ASSIGNMENT
An exact transcription of every record is needed, leaving out the pictures.

DATA

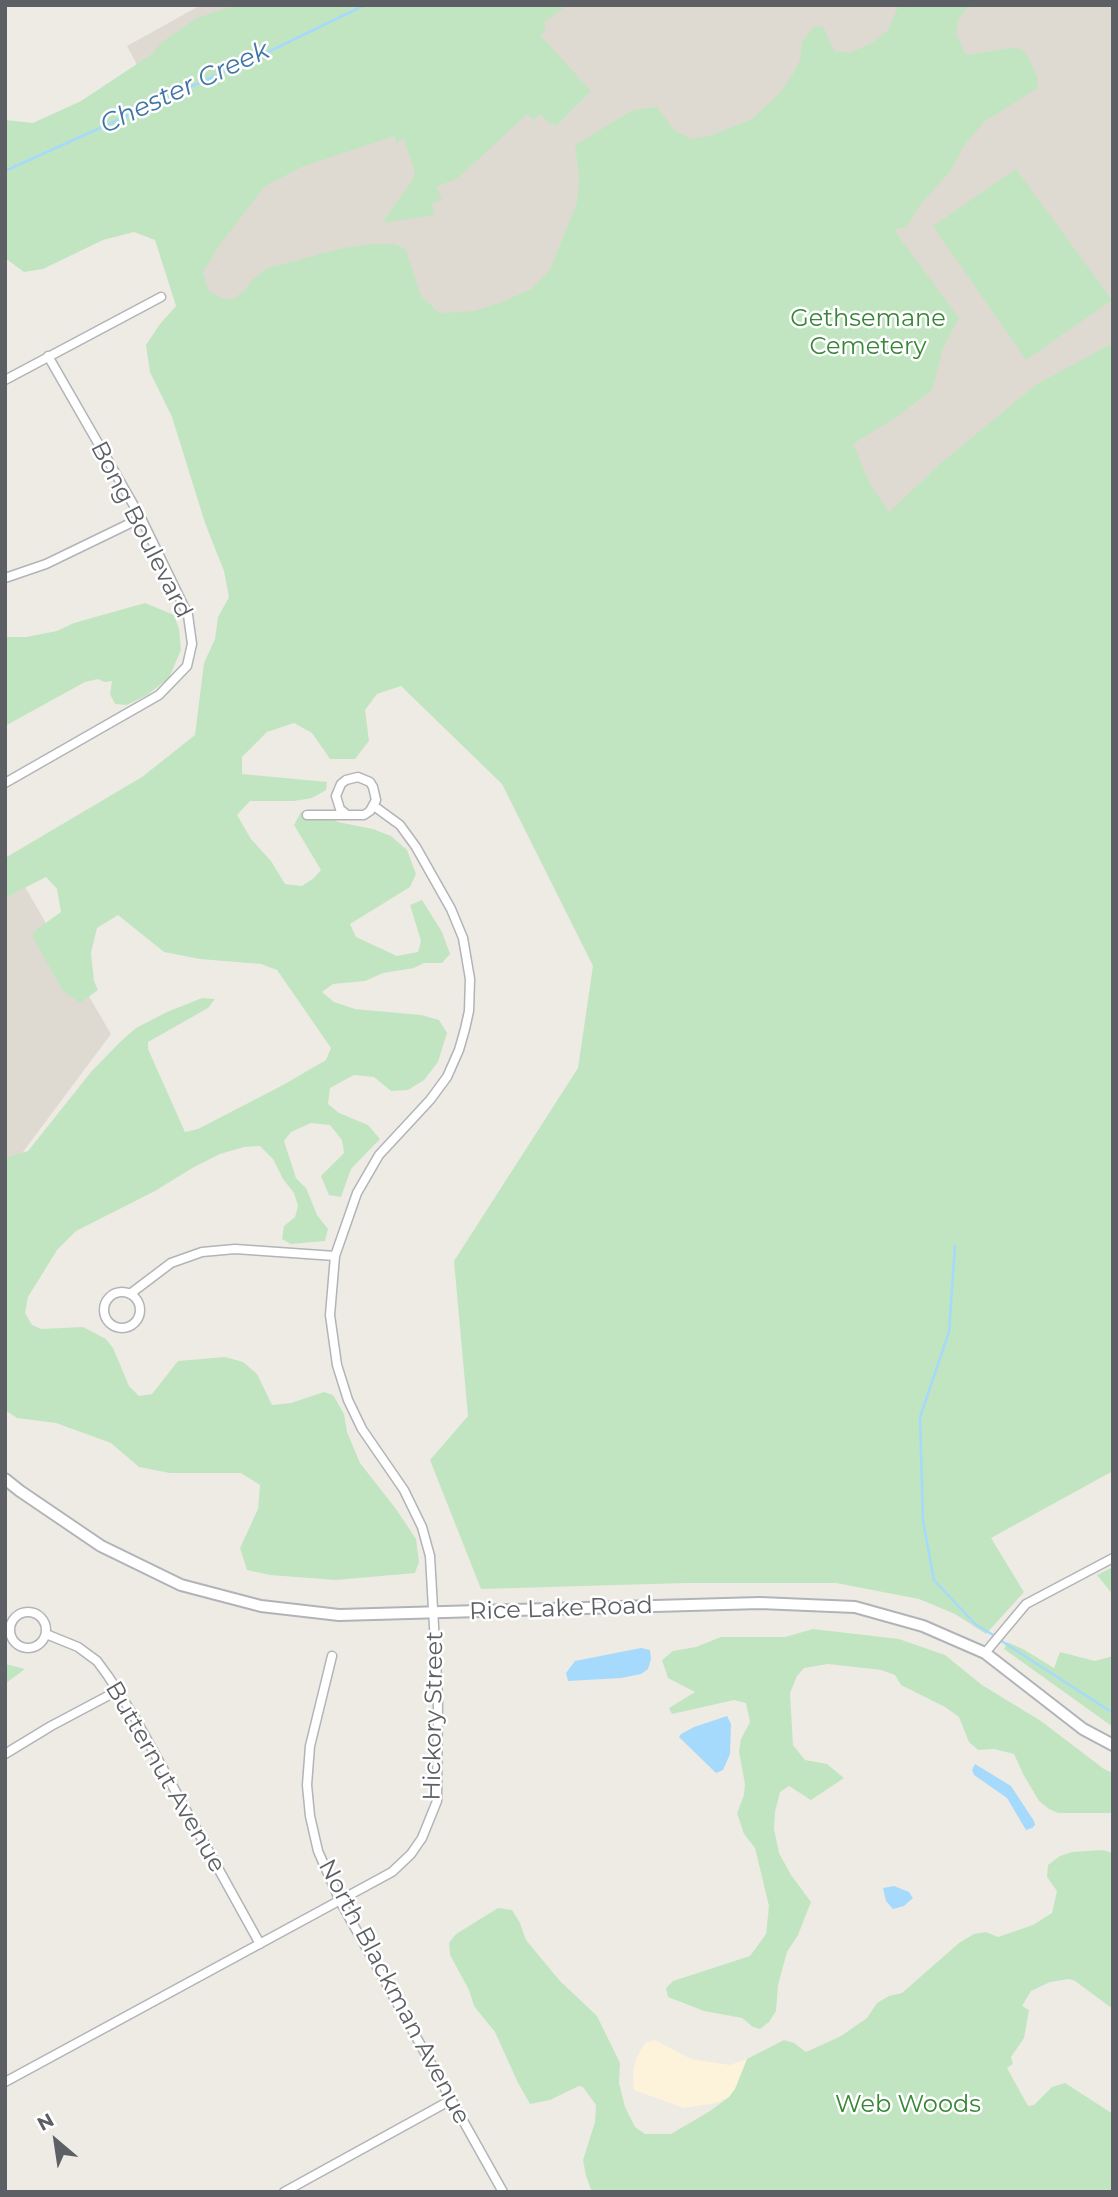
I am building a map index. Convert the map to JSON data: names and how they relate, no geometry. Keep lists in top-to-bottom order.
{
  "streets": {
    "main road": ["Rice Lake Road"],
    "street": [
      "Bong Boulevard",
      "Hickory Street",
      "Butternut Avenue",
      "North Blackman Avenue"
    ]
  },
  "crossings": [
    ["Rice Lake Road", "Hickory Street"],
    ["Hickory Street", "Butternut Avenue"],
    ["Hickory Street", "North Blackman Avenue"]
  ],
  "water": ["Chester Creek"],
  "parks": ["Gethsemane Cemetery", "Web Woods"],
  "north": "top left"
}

PROBLEM SOLUTION
I am building a map index. Convert the map to JSON data: names and how they relate, no geometry. Keep lists in top-to-bottom order.
{
  "streets": {
    "main road": ["Rice Lake Road"],
    "street": [
      "Bong Boulevard",
      "Hickory Street",
      "Butternut Avenue",
      "North Blackman Avenue"
    ]
  },
  "crossings": [
    ["Rice Lake Road", "Hickory Street"],
    ["Hickory Street", "Butternut Avenue"],
    ["Hickory Street", "North Blackman Avenue"]
  ],
  "water": ["Chester Creek"],
  "parks": ["Gethsemane Cemetery", "Web Woods"],
  "north": "top left"
}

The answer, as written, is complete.